第194話一の巫女の正体 光の和歌現代語訳?

光は、素早く動いて、華奈の前に立った。

そして華奈に尋ねた。

「華奈ちゃんだったの?」

光にとって、あの不思議な神楽の一の巫女の顔は、華奈としか考えられないらしい。


華奈は、顔を赤らめた。

そして、コクリと頷き、

「うん、踊った」

「実は、母さんに子供の頃、仕込まれた」

「ずっと、光さんに見てもらいたかった」


光と華奈の会話を全ての巫女が聞きとっているけれど、特に嫉妬や反発の感情はない。


巫女を代表して、圭子が光に説明をした。


「華奈ちゃんが、一番若いということ」

「それから春日様の中の比売神様は、天照大御神様の御神霊」

「それも考えて、華奈ちゃんにお願いしたの」

「しっかりと間違いなく、舞っていただきました」

「あくまでも呪術の一環、お嫁さん候補とか何とかの人の念は入りようがありません」


圭子の説明は、そこで終わった。


光も、少々心配はあったけれど、それで納得、安心した。

それでも、もう一つ気になることがあった。

あの不思議な神楽に導いたあの神職は誰だったのか。

かなり品質の高い純白の衣装だった。


少し首を傾げている光に、由香利が突然、歌を詠みかけた。

そして、その歌は

「春日野の 若紫の すりごろも しのぶの乱れ かぎりしられず」の和歌。


光は、それをすぐに理解した。

そして、笑ってしまった。

「マジ?業平様?」


光が理解したのは、由香利が詠みかけた歌が、在原業平の伊勢物語の冒頭「初冠」の中に出て来る和歌であること。

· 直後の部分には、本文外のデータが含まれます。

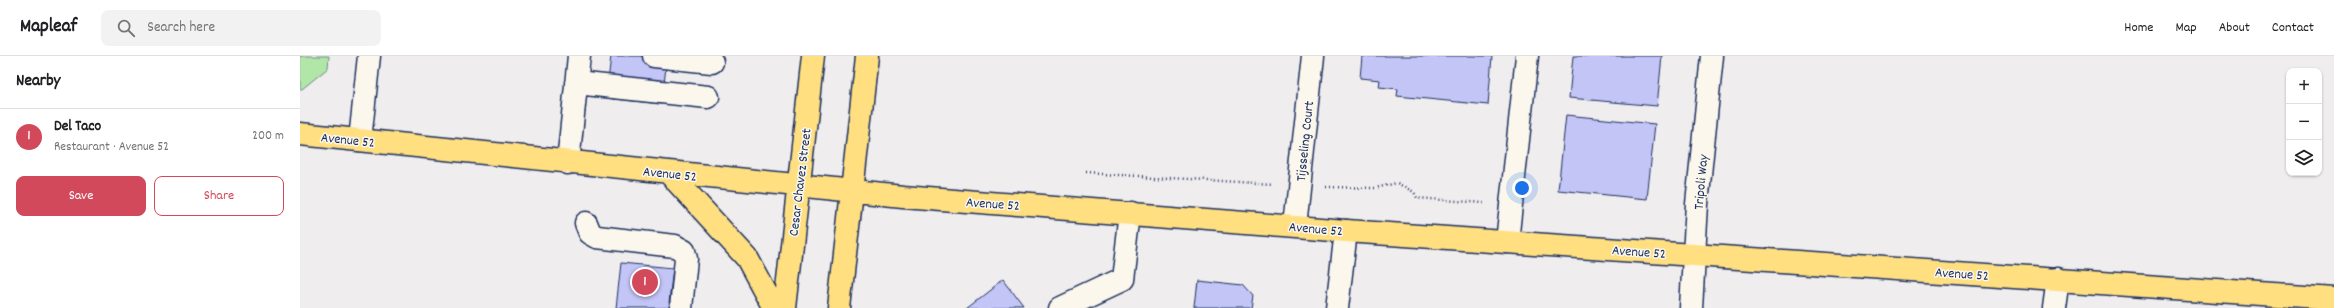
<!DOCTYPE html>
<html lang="en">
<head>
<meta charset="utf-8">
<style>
  :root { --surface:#fff; --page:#f2f2f2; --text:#202124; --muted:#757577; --line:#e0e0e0; --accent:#d1495b }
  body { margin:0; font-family:Dekko,sans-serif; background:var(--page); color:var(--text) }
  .controls { position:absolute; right:12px; top:12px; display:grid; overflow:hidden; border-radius:8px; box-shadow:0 1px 3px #0004 }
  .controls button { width:36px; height:36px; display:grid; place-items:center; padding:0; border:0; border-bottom:1px solid var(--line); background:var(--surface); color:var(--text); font:20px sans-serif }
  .you { position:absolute; left:1222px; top:132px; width:14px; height:14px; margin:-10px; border:3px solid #fff; border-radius:50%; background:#1a73e8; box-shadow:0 0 0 6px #1a73e833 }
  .badge { display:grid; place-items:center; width:26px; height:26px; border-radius:50%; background:var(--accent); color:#fff; font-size:13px; font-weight:700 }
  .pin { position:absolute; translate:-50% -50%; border:2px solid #fff; box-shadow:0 1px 4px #0006 }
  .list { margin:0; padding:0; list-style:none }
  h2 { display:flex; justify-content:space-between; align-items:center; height:52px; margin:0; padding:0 16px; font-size:17px }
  h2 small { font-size:13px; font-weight:400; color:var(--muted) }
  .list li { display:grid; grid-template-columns:26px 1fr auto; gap:12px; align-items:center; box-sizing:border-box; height:56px; padding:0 16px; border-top:1px solid var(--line) }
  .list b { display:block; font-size:15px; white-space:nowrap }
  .list p { margin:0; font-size:13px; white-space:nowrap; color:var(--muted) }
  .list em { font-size:13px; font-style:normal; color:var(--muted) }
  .actions { display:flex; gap:8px; padding:12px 16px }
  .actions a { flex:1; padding:9px 0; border:1px solid var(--accent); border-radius:8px; text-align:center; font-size:14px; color:var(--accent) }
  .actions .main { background:var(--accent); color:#fff }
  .icon { flex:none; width:22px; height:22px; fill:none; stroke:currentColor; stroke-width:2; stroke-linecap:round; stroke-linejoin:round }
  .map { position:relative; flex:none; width:2034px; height:252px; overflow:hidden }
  header { display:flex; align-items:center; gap:24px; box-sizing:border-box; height:56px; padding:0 20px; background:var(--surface); border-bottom:1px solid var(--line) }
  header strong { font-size:19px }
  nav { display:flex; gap:22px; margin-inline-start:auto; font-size:14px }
  .search { width:280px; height:36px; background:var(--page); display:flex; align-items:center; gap:10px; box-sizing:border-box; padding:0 14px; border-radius:8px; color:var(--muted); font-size:15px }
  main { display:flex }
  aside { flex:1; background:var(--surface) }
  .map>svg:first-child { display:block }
  .green { fill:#b1e6a8; stroke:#668a83 }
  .building { fill:#c3c5f7; stroke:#1b2f5e }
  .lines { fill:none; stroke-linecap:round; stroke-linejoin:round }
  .minor-casing { stroke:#1b2f5e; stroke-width:25 }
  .major-casing { stroke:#1b2f5e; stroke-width:25 }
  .path { stroke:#1b2f5e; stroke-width:2.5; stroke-dasharray:1 3; stroke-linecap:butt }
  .minor { stroke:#fbf7ec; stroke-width:22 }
  .major { stroke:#ffdf80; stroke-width:22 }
  .labels { text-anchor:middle; stroke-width:3; stroke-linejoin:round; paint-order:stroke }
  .street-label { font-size:14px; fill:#1b2f5e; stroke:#fbf7ec }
</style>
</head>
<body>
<header>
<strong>Mapleaf</strong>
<div class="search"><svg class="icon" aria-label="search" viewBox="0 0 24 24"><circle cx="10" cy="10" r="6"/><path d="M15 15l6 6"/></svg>Search here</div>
<nav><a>Home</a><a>Map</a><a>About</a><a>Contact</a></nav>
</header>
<main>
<aside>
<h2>Nearby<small></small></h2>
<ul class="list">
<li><span class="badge">1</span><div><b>Del Taco</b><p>Restaurant · Avenue 52</p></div><em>200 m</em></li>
</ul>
<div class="actions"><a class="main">Save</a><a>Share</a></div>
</aside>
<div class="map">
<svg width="2034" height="252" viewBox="0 0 2034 252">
  <rect width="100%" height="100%" fill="#f0edee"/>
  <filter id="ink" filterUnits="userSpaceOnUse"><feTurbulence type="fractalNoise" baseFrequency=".025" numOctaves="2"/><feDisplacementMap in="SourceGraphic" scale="8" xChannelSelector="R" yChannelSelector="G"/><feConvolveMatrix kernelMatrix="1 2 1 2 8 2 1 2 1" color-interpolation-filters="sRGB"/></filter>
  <g filter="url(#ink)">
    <path class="green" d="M0 0H29L28 12 2 33H0Z"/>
    <path class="building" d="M311 0H367L362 48 306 42Z
      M1062 0H1192L1188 49 1097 40 1098 33 1079 31 1080 24 1060 22Z
      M1273 0H1362L1357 50 1269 42Z
      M1266 59 1355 68 1347 143 1258 134Z
      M321 207 373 212 369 247H372V252H316Z
      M703 224 724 252H667Z
      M897 224 943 229 953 240 951 252H894Z"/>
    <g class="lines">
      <g class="minor-casing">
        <path id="minor" d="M354 0 412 6
          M276 27 408 41
          M60 84 69 0
          M268 107 279 0
          M286 167 290 177 297 181 375 190 384 195 386 203 381 252
          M995 170 1013 0
          M1207 186 1227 0
          M760 252 822 223 830 157
          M1037 252 1046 175
          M1391 252 1397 148 1412 0
          M1754 252 1758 223"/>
      </g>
      <g class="major-casing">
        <path id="major" d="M0 78 603 140 1046 175 2034 243
          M369 117 447 202 474 252
          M485 252 513 0
          M539 252 567 0"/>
      </g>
      <path class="path" d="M786 117 973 128
        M1026 131 1075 132 1097 127 1114 136 1117 142 1184 147"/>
      <use href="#minor" class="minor"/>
      <use href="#major" class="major"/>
    </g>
  </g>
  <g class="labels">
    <g class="street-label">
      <text transform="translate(48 83) rotate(6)" y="5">Avenue 52</text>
      <text transform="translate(1004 85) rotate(-84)" y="5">Tijsseling Court</text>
      <text transform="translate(370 117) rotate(6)" y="5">Avenue 52</text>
      <text transform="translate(499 126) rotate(-83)" y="5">Cesar Chavez Street</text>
      <text transform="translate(1400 126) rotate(-85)" y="5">Tripoli Way</text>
      <text transform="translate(693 147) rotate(4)" y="5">Avenue 52</text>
      <text transform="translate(1016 172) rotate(5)" y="5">Avenue 52</text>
      <text transform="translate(1339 195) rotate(4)" y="5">Avenue 52</text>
      <text transform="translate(1662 217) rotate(4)" y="5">Avenue 52</text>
    </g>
  </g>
</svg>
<div class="controls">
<button>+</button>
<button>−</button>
<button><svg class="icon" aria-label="layers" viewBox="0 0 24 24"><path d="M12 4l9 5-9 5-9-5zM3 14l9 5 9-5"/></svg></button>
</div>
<div class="you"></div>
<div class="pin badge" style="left:345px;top:226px">1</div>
</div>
</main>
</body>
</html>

その業平といえば、平安時代初期、平城天皇の孫で、阿保親王の子。

和歌においては、三十六歌仙の一人。

古今和歌集にの30首、勅撰和歌集に87首が入集している。

また、鷹狩りの名人としても名を知られているけれど、それ以上に昔から美男の代名詞である。


叔母の奈津美が、光に笑いかける。

「光君も授業中、眠ってばかりと思っていたけれど、業平様知っていたんだ」

「叔母として、奈良の育ちとして、これは安心しました」


クラスでは光の隣にずっと座り続けている由紀は

「うーん・・・眠ってばかりだけど、半分眠りながらメモしている時ある」

「それはそれで、かなり器用なの」

「字は乱れないし、罫線から外れないし」


楓が光に質問を出した。

「では光君、さっきの由香利さんが詠んだ和歌の、現代語訳を行いなさい」


「え?」とたじろぐ光に楓が追い打ち。

「ほら!業平様に笑われないように、さっさとなさい!」

朝、蜘蛛で大泣きになっていた楓とは全然違う、いつものパワフルな楓に戻っている。


「しょうがないなあ・・・ったく・・・」

光はブツブツと言いながら訳を試みる。


「春日野の若紫のように 若く美しい貴方がたのおかげで 私の心のひそやかな乱れは この着物の信夫摺りの模様のように 終わることを知りません」


ただ、その光の訳は、巫女たちには物足りなかったようだ。


「うーん・・・75点」

「やはり無粋だ、女心に」

「先が思いやられる」

・・・・・


そんなヒソヒソ声が続き、光はガッカリと肩を落としている。